**RECORDS PROVIDED:**
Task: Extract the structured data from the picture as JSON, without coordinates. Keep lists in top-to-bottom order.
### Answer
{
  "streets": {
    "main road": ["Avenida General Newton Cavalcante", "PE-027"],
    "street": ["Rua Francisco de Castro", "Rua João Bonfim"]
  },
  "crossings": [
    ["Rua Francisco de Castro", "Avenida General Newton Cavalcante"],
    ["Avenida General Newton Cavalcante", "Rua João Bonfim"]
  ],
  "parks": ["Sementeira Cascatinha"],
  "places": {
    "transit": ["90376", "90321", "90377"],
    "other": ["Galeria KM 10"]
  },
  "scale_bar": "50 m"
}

**PROBLEM DETAILS:**
Each line above must be reproduced exactly as it stands.

**COMPLETED EXERCISE:**
Task: Extract the structured data from the picture as JSON, without coordinates. Keep lists in top-to-bottom order.
### Answer
{
  "streets": {
    "main road": ["Avenida General Newton Cavalcante", "PE-027"],
    "street": ["Rua Francisco de Castro", "Rua João Bonfim"]
  },
  "crossings": [
    ["Rua Francisco de Castro", "Avenida General Newton Cavalcante"],
    ["Avenida General Newton Cavalcante", "Rua João Bonfim"]
  ],
  "parks": ["Sementeira Cascatinha"],
  "places": {
    "transit": ["90376", "90321", "90377"],
    "other": ["Galeria KM 10"]
  },
  "scale_bar": "50 m"
}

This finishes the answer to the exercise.